**Task inputs**

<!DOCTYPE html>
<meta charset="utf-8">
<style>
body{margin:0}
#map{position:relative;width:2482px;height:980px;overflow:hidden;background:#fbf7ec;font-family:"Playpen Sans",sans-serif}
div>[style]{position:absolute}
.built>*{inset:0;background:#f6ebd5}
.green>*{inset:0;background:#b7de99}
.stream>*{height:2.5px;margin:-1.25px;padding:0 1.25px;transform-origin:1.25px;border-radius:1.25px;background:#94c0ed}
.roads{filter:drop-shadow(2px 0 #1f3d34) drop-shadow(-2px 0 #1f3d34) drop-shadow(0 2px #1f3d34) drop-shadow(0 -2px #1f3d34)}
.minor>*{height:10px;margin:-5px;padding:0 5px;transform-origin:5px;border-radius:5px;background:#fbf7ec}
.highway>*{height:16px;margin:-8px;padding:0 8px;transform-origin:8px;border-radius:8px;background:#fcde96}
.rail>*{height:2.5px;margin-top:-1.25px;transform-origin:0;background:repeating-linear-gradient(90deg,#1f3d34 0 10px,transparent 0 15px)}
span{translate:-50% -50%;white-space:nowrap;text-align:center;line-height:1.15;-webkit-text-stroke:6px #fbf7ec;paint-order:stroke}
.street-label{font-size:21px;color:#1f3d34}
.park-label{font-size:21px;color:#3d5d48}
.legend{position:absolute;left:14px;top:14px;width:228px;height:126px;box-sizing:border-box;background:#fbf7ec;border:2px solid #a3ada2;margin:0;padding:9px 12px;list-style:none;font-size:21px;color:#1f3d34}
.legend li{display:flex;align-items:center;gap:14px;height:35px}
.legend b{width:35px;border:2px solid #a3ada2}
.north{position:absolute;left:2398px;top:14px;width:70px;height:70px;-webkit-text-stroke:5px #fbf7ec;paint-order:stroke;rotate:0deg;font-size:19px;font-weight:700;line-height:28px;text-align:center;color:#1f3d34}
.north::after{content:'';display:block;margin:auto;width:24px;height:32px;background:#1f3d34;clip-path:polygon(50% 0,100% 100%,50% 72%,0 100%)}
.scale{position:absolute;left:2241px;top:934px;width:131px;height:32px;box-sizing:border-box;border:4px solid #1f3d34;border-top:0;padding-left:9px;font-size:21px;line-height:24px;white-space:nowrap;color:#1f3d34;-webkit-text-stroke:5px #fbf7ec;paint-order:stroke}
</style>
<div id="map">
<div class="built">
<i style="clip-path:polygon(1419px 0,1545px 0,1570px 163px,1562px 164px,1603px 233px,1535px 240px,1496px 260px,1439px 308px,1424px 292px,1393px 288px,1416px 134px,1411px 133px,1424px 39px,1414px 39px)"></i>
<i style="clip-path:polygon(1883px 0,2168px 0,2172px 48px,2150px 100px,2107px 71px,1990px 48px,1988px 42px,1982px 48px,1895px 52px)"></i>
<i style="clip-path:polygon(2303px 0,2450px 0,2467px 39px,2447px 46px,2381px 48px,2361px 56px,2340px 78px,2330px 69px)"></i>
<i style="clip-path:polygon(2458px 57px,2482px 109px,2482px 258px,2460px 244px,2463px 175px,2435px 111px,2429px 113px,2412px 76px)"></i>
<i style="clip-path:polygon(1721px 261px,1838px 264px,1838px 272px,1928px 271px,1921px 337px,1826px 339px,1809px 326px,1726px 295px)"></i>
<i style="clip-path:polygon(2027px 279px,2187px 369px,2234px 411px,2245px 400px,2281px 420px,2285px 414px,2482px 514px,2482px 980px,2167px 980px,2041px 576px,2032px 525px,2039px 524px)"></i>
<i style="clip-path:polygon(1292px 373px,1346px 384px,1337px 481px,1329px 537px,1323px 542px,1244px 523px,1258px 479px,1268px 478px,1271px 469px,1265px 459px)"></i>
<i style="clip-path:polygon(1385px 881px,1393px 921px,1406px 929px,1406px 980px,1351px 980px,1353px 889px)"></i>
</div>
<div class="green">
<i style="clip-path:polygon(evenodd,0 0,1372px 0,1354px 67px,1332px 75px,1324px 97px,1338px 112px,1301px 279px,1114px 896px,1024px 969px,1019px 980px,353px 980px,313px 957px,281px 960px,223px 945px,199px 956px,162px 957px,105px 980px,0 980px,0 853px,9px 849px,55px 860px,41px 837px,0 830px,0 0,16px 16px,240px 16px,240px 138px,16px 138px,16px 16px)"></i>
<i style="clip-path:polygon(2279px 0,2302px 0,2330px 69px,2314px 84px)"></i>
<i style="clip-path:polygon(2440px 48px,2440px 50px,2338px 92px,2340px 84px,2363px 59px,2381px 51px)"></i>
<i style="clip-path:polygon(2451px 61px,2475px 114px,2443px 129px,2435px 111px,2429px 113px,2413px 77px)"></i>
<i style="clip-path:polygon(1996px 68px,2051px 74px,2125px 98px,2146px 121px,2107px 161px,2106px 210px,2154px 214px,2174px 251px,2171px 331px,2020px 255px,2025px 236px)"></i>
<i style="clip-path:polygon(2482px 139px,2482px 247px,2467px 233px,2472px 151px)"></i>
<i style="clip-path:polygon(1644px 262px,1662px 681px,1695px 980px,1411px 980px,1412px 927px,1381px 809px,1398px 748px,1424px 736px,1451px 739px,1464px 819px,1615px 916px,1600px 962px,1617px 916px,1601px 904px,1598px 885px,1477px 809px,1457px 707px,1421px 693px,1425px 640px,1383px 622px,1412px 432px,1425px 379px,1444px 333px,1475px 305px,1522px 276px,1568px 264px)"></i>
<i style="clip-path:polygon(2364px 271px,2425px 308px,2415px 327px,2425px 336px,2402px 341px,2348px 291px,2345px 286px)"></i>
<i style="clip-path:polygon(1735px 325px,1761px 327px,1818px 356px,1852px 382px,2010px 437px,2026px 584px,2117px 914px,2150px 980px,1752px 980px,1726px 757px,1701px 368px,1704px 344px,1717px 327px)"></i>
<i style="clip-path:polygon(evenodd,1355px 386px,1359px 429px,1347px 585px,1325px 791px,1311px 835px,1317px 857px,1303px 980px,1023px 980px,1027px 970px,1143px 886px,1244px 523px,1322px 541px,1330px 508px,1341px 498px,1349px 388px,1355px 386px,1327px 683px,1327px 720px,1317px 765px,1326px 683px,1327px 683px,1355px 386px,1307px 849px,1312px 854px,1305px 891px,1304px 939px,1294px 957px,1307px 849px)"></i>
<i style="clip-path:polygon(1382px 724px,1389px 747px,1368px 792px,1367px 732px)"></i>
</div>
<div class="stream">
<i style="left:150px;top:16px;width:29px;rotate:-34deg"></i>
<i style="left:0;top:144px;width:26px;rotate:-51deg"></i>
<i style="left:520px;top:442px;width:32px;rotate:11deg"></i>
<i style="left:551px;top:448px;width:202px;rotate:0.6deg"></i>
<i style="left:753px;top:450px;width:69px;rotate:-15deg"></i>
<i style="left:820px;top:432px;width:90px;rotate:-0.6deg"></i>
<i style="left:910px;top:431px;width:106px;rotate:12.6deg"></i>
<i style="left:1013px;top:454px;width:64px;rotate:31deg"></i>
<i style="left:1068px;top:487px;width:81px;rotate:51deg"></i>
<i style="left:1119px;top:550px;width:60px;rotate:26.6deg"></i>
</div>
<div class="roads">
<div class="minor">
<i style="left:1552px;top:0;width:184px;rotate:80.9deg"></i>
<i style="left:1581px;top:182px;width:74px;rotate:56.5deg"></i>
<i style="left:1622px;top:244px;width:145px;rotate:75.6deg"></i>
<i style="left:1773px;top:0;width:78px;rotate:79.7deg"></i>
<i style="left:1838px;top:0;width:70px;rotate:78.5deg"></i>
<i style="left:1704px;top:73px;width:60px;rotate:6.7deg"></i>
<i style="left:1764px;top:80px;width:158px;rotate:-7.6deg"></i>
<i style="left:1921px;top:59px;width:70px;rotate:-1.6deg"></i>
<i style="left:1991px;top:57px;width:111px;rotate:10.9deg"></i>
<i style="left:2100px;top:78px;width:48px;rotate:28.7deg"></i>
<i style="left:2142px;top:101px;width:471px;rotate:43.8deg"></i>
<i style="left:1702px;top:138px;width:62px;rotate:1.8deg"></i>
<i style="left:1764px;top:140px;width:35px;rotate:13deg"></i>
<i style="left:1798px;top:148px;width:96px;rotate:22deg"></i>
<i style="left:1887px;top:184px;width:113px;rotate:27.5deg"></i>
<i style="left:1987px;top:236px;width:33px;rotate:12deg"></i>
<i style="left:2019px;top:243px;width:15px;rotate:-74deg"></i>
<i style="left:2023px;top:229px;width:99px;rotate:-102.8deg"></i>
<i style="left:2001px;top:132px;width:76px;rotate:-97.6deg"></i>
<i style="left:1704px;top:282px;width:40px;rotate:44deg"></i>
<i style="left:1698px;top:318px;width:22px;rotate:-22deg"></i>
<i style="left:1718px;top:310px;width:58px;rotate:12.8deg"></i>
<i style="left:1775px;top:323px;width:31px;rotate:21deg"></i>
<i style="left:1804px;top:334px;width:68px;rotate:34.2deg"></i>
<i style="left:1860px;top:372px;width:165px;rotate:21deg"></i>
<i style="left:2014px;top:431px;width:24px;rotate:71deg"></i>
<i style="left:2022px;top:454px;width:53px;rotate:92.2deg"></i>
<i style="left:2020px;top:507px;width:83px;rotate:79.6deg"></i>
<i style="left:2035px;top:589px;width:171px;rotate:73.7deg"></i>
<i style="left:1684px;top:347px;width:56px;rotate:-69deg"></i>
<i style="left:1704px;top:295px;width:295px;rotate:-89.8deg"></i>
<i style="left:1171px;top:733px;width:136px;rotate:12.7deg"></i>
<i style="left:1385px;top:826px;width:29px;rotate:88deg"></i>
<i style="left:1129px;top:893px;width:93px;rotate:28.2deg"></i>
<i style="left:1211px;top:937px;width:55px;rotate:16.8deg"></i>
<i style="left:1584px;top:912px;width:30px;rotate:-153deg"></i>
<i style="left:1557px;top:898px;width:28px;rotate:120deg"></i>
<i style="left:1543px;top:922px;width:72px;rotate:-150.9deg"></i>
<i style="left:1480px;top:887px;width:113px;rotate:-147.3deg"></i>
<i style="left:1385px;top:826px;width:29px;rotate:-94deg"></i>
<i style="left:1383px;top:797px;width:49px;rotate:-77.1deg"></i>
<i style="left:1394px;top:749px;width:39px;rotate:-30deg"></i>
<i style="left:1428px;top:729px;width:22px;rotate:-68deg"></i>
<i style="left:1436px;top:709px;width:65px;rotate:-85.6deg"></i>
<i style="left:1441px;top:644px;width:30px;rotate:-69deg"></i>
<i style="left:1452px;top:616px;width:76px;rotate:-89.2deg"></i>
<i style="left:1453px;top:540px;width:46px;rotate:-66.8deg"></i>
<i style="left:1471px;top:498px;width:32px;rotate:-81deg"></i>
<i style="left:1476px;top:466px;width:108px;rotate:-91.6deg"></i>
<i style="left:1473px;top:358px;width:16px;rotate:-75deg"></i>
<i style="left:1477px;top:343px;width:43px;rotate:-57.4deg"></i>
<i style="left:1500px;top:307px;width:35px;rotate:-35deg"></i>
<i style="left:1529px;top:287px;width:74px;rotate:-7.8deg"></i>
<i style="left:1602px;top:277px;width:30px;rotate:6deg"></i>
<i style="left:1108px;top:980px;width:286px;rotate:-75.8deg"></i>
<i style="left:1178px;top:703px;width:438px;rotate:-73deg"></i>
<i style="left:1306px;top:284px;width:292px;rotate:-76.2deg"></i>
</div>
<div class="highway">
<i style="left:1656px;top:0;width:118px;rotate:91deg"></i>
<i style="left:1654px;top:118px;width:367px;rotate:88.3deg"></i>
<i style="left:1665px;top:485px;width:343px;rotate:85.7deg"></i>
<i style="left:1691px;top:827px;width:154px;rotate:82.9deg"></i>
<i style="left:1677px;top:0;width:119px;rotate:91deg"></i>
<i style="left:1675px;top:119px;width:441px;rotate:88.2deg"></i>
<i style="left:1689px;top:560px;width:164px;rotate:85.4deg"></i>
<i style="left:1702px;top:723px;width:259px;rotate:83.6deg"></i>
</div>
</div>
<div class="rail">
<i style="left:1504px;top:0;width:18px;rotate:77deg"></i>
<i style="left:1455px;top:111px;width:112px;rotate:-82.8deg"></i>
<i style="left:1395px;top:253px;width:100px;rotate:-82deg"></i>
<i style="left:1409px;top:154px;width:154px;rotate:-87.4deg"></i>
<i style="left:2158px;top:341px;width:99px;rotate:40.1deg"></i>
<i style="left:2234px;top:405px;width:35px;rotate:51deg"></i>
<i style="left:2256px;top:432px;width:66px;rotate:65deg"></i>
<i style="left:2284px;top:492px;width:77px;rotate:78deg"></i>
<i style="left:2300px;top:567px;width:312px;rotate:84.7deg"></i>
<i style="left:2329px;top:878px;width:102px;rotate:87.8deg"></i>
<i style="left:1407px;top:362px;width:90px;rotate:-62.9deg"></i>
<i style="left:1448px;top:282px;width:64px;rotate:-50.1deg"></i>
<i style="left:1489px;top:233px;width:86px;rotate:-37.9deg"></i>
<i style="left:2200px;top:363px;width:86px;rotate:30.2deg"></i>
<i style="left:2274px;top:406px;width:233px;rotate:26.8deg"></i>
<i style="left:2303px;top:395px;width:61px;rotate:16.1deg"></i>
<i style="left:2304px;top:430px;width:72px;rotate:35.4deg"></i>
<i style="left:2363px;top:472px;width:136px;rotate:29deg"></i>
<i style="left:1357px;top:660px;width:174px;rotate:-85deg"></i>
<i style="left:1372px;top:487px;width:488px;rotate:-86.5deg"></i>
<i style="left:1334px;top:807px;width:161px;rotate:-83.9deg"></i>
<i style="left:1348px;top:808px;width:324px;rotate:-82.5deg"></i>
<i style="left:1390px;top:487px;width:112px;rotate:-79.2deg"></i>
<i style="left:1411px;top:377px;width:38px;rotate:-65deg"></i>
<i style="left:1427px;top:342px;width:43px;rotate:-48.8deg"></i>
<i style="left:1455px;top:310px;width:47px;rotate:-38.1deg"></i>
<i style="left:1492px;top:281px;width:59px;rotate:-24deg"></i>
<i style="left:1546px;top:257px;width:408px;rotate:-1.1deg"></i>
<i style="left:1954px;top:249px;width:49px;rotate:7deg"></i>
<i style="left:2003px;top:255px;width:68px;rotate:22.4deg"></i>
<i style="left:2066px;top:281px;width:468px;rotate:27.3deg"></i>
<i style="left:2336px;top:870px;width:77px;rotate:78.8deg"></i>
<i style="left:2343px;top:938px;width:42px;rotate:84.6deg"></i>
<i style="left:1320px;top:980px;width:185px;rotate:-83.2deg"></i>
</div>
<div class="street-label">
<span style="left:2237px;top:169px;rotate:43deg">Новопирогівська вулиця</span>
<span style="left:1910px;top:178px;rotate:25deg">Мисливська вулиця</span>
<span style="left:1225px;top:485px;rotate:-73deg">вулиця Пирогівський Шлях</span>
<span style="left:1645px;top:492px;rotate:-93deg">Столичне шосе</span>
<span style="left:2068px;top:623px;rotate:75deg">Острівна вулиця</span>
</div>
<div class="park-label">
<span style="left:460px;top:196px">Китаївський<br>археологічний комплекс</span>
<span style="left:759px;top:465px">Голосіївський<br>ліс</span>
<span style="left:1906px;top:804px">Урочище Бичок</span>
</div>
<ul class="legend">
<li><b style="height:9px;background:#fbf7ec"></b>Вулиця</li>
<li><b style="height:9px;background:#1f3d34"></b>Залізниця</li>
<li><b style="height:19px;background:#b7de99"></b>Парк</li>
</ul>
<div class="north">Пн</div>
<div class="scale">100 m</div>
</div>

**Exercise brief**
In the listing above, each line with the word "stream" is to be copied out.

**The completed task**
.stream>*{height:2.5px;margin:-1.25px;padding:0 1.25px;transform-origin:1.25px;border-radius:1.25px;background:#94c0ed}
<div class="stream">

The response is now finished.